回想: 私の出会った作家たち
回想: 私の出会った作家たち / 感想・レビュー
giant_nobita
文壇回顧録としては、著者自身の直接的な体験の比率が低くて物足りないのだが、遠藤周作・大岡昇平・円地文子に関して作家の人柄が伺われるエピソードが語られていて興味深く読んだ。カトリックの信徒にも拘らずサドに傾倒していた遠藤が、澁澤龍彦や三島由紀夫のようにサドを題材にした著作で評判を呼べず三島に複雑な心境を抱いていたという挿話や、大岡が佐伯を褒めていたのに書評でやっつけられて激怒したという話、円地の選考会における指弾ぶりが印象的だった。終章の小林秀雄に対する批判も率直でおもしろい。文章が悪文で鬱陶しいのは難。
2017/03/14
ホッタタカシ
文壇に顔の広い著者による作家・批評家の人物スケッチ。
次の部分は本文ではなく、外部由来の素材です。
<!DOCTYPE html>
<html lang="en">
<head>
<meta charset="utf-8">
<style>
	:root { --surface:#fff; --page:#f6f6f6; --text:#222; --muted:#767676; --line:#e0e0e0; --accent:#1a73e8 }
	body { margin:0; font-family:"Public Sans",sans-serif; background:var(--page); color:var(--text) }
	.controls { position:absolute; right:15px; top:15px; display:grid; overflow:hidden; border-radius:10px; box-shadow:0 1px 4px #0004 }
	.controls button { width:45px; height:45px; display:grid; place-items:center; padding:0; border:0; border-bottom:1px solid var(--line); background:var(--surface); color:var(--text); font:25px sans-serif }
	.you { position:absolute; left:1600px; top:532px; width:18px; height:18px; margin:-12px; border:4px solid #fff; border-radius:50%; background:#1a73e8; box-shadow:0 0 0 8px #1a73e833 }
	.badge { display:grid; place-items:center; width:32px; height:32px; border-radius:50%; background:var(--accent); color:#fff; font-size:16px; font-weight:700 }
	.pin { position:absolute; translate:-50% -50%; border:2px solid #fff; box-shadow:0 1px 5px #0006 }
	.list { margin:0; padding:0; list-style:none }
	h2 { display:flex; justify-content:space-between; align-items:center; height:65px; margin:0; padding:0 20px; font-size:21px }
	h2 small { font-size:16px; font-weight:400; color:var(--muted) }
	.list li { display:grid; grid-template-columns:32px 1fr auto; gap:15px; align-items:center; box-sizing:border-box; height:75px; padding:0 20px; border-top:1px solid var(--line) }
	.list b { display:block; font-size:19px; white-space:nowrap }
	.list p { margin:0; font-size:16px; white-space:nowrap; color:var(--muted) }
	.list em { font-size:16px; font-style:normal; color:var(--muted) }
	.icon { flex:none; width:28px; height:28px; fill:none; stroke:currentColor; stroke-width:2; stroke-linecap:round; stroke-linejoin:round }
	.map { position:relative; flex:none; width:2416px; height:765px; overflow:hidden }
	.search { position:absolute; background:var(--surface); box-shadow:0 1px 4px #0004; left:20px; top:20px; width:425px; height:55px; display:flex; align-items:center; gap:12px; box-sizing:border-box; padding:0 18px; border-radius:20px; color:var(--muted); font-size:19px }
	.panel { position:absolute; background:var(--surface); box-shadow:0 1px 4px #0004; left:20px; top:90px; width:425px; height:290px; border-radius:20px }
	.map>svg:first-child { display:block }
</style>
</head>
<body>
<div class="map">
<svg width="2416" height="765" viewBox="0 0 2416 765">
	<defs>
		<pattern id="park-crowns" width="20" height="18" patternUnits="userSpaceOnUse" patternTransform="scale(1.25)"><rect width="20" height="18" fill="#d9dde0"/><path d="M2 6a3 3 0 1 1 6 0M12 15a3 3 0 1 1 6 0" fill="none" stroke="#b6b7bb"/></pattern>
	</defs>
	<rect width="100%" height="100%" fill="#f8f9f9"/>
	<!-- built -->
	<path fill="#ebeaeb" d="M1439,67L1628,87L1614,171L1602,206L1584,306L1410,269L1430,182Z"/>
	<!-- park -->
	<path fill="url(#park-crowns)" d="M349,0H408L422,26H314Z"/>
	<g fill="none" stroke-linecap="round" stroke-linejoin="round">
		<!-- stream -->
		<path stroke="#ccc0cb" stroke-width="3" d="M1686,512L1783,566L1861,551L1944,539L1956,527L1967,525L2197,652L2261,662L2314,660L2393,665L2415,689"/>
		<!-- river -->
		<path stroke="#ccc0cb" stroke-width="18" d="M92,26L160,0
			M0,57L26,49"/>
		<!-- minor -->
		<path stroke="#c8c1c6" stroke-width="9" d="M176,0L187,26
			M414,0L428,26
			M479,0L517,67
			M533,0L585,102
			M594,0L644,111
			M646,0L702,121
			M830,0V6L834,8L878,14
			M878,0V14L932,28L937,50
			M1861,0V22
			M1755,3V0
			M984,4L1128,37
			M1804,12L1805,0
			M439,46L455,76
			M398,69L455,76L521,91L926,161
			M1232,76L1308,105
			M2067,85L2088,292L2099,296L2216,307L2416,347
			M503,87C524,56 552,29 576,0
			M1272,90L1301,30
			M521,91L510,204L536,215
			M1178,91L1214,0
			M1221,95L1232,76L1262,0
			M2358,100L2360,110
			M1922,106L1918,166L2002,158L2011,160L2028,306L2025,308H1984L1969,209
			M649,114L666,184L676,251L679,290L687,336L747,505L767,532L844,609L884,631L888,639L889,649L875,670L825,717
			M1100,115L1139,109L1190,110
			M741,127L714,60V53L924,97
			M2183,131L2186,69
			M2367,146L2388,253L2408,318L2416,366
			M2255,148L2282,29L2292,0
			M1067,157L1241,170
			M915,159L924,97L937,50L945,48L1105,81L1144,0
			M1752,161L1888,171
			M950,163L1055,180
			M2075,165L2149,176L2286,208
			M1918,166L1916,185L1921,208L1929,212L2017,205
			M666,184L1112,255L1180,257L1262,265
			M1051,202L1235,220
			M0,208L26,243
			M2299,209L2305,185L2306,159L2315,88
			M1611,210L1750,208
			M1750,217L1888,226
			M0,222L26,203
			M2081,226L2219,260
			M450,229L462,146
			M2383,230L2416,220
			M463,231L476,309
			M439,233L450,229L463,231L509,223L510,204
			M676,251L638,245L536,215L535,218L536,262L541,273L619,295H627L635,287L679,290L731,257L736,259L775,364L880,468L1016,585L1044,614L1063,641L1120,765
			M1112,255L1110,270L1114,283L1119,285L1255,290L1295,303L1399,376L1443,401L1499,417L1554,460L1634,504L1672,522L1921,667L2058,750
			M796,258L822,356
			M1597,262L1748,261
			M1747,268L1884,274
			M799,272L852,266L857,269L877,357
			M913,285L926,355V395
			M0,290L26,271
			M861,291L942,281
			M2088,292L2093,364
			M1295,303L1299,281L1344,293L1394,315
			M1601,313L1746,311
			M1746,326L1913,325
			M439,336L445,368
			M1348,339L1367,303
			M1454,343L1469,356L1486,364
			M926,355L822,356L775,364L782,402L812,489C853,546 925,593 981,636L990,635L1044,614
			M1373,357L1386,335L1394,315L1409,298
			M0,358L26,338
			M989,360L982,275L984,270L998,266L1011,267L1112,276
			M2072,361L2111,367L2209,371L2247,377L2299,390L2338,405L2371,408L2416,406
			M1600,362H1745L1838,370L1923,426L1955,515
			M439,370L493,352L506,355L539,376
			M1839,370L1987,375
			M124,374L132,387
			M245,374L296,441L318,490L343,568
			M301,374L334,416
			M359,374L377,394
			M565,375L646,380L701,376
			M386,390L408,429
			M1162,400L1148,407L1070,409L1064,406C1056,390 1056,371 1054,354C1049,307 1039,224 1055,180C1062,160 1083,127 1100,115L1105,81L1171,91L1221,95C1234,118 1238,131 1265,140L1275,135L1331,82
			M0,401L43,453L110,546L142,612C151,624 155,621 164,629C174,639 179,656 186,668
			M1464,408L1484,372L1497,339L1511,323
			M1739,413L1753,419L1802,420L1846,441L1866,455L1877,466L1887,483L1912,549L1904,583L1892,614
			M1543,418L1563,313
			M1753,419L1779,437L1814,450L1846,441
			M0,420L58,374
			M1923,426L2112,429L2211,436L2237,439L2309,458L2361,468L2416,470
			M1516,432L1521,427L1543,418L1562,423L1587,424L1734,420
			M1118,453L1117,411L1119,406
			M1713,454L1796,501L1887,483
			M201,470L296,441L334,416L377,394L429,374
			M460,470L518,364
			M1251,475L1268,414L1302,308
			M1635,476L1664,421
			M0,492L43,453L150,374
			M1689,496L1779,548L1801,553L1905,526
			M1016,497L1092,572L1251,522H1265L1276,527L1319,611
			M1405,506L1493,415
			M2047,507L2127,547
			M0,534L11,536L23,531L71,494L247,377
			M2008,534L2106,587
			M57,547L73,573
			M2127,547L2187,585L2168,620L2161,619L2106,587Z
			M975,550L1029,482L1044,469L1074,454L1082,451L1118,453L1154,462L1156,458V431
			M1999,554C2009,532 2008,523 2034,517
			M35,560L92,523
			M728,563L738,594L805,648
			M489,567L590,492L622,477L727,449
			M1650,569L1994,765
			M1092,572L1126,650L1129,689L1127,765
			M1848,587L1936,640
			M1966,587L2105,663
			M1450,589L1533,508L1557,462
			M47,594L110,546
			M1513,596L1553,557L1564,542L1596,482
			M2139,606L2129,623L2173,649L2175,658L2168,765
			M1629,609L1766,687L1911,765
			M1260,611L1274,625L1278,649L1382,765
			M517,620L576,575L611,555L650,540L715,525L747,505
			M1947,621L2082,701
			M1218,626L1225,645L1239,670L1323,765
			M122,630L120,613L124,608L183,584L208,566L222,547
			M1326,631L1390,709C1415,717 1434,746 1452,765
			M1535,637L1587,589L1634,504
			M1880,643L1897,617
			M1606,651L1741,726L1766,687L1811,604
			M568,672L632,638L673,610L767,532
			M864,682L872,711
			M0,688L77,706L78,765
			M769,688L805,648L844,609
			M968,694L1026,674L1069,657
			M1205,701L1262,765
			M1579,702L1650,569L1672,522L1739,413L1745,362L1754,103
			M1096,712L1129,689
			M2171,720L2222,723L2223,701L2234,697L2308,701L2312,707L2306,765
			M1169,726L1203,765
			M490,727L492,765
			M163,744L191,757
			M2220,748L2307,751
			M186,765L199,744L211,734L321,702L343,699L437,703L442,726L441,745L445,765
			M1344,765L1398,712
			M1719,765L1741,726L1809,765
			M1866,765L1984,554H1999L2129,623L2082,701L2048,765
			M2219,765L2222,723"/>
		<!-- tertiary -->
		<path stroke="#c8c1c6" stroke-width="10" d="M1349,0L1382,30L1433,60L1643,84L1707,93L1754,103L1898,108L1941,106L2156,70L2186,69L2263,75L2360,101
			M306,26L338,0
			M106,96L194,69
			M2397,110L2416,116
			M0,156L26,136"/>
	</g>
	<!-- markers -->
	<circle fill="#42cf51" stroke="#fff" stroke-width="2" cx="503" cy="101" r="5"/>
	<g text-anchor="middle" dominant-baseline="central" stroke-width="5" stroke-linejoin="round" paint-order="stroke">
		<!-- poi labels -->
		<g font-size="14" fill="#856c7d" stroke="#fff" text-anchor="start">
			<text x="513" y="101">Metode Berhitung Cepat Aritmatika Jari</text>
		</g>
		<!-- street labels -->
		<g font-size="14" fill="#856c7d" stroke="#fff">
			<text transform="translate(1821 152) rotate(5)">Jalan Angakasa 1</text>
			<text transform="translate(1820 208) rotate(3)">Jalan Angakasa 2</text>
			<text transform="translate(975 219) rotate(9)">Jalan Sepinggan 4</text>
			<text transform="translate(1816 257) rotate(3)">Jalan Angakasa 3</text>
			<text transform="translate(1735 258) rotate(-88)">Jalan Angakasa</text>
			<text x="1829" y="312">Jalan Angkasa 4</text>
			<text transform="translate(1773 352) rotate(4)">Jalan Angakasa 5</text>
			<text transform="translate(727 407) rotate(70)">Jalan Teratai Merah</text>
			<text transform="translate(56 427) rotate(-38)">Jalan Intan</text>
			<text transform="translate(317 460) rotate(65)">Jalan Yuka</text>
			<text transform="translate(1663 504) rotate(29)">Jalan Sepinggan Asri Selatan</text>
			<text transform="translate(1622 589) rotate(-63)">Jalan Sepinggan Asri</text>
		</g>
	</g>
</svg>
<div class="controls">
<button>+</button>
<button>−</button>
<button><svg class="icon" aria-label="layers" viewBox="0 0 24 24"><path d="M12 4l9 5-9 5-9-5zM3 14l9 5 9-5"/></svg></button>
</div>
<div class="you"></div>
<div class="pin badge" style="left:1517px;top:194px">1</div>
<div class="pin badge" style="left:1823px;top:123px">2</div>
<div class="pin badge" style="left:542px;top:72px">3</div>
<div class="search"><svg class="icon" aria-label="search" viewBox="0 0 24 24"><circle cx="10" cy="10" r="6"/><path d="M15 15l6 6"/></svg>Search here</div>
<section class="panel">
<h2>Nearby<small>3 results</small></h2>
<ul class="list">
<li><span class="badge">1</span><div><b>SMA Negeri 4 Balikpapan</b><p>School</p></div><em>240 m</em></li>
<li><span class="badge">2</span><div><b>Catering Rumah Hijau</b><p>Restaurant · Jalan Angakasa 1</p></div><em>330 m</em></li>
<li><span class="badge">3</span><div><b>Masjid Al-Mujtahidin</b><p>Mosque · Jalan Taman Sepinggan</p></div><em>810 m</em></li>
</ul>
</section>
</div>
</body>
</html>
ともに三島由紀夫と仲がよく、晩年に分厚い評伝を書いた村松剛と奥野健男だが、この二人は険悪だったとか、円地文子が中里恒子を認めていなかったとか、毒舌家の小林秀雄は後輩に厳しく、一番弟子の中村光夫は最大級の被害者でありつつそのことは書き残さず、作風の変化で返答しているとか、へぇ〜と思うエピソード満載。それぞれ親しかった人びとだろうに仕事への評価はなかなか厳しい部分もある。R・N・マッキノン、J・T・アラキという二人の日本文学研究者のことは初めて知った。